As Solidarity goes to print, Democratic candidate Barack Obama is set to win the most passionate US presidential election campaign in generations.

Reshaping the political landscape, Obama will win southern states held safely by the Republicans for decades and should govern with a sizeable majority in Congress.

He will be the first African American president in the history of a country built on slavery. At Republican rallies, Obama was derided as a terrorist, who could not be trusted to lead because of his skin colour.

The failure of these smears illustrates a strong consolidation of anti-racist sentiment among ordinary Americans since the victories of the civil rights movement in the late 1960s.

Similarly, the enthusiasm with which millions of people have joined Obama rallies and his campaign for change indicates a deep yearning for social transformation in contemporary America. Along with the unpopular warfare of George W. Bush, American workers experienced a drop in living standards not seen since the 1930s.

Obama will enjoy a significant honeymoon. Reprieves from the harsh Bush years could come through token economic initiatives such as a small extension of unemployment benefits, liberal reforms such as an end to the ban on stem-cell research, or measures to address climate change (despite the ineffectiveness of promised clean coal and nuclear technology).

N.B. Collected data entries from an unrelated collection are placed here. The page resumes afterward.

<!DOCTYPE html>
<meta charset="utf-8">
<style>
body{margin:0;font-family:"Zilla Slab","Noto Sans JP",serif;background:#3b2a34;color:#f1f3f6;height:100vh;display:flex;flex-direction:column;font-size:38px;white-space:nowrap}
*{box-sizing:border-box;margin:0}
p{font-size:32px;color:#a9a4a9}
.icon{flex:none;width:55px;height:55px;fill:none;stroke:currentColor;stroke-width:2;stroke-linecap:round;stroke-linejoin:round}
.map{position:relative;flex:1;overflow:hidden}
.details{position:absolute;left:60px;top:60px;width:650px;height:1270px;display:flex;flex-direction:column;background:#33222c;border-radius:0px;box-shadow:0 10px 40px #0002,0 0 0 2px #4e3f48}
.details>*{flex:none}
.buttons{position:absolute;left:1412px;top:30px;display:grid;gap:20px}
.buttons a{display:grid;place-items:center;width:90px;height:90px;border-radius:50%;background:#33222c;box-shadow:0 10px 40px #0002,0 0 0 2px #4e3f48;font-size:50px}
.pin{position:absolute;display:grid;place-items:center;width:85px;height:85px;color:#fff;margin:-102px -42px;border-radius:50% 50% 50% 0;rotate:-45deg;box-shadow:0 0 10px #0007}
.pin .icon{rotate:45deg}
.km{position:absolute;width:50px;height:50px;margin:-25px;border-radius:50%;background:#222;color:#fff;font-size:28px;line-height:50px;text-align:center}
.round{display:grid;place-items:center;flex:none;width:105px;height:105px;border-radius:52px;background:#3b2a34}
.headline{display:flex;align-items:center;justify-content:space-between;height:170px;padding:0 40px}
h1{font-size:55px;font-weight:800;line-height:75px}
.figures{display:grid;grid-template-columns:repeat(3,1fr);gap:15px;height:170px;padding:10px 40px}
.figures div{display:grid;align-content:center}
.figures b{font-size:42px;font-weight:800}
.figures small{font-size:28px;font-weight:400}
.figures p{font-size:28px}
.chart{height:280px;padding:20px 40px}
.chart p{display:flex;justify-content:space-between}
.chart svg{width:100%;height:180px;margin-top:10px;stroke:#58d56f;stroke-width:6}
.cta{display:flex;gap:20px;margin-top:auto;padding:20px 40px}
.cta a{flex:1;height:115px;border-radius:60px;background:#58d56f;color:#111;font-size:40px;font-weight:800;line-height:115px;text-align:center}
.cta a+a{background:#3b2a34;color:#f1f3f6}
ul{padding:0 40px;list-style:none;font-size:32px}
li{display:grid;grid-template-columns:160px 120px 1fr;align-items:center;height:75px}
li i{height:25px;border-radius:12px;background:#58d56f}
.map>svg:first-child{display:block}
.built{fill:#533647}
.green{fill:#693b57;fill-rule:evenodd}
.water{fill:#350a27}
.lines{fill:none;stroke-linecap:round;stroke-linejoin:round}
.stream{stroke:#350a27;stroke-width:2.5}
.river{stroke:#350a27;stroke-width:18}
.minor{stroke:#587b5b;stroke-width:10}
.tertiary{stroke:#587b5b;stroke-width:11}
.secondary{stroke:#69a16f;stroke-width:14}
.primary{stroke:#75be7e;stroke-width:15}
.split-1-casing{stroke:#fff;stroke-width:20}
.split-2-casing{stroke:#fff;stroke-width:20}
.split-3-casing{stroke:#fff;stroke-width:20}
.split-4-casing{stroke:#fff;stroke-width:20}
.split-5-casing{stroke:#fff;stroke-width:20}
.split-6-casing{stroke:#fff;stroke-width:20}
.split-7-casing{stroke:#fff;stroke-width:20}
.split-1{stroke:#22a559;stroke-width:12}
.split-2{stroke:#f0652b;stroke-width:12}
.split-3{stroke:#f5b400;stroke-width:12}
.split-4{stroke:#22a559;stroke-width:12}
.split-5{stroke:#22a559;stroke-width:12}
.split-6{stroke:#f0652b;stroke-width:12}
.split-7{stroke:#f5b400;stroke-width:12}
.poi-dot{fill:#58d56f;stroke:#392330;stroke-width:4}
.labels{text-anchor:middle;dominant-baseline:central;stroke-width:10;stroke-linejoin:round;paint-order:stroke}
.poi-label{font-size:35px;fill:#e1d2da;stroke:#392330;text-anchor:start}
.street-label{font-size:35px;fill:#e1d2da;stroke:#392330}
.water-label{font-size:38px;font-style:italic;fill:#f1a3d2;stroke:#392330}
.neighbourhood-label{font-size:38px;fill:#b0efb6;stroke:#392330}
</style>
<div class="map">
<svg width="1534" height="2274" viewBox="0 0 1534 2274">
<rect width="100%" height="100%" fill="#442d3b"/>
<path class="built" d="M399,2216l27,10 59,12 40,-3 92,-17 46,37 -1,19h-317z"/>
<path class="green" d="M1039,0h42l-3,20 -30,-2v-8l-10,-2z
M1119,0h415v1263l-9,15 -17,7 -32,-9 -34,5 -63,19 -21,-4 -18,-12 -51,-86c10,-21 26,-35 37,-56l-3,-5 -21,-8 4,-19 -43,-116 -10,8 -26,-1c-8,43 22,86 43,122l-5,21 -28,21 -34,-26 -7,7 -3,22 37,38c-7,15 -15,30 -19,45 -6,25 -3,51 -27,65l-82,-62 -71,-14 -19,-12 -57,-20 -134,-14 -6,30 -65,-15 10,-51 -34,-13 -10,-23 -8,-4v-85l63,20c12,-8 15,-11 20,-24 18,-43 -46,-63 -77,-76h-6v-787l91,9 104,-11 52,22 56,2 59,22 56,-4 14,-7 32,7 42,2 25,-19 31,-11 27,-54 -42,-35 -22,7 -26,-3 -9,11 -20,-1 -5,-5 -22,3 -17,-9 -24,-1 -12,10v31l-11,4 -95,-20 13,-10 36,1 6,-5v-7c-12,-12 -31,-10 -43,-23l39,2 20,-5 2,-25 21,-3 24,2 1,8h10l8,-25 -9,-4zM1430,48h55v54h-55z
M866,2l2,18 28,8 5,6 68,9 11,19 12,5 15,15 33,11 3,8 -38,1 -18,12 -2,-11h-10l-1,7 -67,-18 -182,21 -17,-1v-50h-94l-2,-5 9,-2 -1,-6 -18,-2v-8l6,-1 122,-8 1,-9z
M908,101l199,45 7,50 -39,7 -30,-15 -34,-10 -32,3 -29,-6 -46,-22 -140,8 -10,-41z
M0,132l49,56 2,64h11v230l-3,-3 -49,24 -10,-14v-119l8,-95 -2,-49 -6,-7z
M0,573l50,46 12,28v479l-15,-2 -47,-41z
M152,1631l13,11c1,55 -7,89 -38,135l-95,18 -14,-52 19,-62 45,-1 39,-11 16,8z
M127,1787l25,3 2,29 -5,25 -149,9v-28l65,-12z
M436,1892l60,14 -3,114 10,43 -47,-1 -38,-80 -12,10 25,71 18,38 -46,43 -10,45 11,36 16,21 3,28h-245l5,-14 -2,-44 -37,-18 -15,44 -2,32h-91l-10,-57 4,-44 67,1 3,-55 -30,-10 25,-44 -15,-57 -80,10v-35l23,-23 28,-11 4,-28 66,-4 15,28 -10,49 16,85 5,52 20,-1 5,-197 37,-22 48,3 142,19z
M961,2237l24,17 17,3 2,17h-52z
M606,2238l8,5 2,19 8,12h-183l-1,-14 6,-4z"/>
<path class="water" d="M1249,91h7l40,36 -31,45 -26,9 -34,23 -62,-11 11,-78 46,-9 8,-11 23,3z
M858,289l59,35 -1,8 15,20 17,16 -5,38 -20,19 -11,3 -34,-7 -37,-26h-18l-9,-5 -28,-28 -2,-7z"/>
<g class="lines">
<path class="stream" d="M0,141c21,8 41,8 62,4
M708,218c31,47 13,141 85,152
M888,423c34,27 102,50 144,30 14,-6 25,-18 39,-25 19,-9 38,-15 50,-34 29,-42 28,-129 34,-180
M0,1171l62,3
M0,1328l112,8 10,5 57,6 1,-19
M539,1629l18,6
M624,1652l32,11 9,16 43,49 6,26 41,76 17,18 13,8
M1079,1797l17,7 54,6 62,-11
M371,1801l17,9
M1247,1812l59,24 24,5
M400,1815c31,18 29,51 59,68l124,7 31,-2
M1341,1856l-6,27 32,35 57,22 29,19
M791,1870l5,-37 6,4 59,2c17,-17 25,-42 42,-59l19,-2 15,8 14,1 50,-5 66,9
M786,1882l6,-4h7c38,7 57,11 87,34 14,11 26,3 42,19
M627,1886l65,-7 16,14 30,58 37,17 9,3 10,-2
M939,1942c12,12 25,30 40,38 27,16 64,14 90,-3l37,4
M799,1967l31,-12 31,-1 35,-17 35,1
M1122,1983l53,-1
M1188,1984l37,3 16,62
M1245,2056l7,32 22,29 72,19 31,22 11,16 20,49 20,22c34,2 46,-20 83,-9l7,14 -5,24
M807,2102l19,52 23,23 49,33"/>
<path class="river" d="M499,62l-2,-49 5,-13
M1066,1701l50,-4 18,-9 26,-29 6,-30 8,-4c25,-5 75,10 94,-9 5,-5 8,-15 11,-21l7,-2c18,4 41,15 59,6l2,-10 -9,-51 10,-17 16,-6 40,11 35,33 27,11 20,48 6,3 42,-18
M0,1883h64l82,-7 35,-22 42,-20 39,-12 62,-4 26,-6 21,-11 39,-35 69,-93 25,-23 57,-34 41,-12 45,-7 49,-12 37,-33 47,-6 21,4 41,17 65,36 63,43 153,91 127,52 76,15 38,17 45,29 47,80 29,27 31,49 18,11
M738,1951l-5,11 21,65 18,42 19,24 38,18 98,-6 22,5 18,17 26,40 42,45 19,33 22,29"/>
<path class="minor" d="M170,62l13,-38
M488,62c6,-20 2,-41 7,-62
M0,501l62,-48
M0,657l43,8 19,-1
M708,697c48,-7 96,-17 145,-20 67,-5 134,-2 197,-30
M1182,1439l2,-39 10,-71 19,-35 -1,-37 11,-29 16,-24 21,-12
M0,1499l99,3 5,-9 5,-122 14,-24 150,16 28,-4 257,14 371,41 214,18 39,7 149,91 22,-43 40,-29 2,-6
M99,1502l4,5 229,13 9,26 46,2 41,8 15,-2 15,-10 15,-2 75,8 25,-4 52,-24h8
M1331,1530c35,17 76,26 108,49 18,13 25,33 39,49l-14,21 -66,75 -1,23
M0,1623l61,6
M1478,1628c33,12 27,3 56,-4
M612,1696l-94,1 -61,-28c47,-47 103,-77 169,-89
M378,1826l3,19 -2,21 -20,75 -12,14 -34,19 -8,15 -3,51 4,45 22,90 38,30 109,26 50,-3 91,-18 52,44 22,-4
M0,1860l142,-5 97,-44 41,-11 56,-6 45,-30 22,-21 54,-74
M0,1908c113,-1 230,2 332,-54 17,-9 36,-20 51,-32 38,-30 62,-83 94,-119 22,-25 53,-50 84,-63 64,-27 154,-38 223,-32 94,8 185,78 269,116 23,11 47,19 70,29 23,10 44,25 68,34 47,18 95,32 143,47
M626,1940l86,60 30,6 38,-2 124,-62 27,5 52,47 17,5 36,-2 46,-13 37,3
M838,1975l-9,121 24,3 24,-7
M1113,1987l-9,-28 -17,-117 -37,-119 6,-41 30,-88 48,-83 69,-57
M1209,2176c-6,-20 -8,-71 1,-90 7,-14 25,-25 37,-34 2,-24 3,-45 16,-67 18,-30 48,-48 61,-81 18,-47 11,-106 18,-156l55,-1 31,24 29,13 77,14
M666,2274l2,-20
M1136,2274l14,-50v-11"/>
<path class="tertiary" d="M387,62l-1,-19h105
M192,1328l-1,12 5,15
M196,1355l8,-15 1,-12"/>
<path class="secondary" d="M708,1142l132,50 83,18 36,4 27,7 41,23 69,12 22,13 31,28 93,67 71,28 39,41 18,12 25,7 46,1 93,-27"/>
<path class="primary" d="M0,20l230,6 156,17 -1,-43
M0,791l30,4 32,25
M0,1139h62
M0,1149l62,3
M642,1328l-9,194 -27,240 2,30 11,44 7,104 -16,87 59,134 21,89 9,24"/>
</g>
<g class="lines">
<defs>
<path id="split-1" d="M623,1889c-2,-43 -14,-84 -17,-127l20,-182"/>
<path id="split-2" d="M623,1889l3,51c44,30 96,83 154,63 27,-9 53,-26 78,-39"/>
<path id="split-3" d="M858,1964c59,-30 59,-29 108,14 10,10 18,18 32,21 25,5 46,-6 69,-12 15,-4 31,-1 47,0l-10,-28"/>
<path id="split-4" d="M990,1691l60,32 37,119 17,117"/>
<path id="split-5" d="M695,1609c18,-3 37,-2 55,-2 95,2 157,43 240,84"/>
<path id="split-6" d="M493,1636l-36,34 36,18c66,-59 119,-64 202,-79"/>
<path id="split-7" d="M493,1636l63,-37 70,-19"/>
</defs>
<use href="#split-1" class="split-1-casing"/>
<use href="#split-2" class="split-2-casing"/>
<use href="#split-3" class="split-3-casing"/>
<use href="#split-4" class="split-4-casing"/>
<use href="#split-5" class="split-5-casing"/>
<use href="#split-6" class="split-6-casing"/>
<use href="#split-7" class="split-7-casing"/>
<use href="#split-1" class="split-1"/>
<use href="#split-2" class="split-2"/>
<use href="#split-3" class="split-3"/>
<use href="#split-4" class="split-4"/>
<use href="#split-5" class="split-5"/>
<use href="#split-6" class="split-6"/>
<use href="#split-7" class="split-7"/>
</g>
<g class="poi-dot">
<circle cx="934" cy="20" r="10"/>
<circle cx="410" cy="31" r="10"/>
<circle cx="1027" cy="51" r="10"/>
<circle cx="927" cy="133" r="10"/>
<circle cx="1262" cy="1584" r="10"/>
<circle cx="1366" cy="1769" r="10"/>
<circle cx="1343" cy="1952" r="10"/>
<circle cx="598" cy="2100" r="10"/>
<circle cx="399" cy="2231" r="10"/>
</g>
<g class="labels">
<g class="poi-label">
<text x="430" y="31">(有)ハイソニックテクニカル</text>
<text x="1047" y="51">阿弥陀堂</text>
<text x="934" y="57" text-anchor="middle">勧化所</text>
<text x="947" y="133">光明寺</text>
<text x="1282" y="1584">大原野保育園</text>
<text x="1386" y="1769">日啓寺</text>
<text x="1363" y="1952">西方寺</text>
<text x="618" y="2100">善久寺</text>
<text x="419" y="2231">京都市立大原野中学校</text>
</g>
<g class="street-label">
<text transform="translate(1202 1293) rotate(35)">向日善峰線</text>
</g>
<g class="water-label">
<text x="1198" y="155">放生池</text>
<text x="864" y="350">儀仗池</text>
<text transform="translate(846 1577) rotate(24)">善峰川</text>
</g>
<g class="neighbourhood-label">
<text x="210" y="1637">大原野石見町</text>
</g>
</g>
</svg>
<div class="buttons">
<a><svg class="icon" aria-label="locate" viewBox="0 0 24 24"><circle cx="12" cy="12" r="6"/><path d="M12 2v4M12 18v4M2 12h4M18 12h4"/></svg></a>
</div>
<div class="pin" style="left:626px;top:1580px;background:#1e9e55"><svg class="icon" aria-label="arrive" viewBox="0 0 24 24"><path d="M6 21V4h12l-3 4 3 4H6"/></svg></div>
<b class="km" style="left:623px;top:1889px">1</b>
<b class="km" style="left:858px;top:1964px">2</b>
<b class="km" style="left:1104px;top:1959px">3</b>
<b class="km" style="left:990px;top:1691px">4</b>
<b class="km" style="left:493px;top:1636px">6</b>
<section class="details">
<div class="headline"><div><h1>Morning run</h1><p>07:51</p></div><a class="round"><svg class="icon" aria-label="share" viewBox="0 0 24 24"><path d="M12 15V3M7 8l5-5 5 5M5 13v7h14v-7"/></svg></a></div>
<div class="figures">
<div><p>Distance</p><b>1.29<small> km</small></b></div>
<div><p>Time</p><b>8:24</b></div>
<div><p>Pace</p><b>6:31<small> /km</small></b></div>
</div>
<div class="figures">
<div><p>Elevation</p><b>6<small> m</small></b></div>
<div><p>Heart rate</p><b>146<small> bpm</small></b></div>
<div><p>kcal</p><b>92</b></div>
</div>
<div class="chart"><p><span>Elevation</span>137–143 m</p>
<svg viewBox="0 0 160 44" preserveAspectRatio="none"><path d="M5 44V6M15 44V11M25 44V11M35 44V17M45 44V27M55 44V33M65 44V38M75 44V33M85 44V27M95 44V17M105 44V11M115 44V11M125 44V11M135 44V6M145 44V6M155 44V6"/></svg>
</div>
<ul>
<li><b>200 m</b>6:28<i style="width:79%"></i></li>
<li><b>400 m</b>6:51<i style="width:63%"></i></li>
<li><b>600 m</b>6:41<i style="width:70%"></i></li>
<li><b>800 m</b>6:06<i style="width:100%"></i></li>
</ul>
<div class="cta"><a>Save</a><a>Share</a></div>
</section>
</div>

But Obama takes the helm of a US empire wracked by economic and military crises and is shaping to extend Bushs agenda rather than wind it back.

He calls for ongoing increases in the military budget, an indefinite occupation of Iraq by 50,000 US troops and the deployment of tens of thousands more to Afghanistan. He supports an extension of the war into Pakistan, wants all options on the table for dealing with Iran and discusses the need to reassert US military influence in Latin America.

Obama campaigned for the US$700 billion Wall St bailout, open robbery of US taxpayers by the countrys rich. He has promised no substantial initiatives to meet the needs of the one quarter of US workers living on poverty wages, the 10 per cent who will soon face unemployment or the two million set to lose their homes by the end of this year.

Obamas victory is symbolic of the deep discontent gripping America. But the real hope for change lies with the struggles of ordinary people against the imperial government he now leads. Struggles such as the 27,000 Boeing workers from Washington State, still on picket lines after a two month long strike, who are demanding affordable healthcare and wages above the poverty line point the way forward.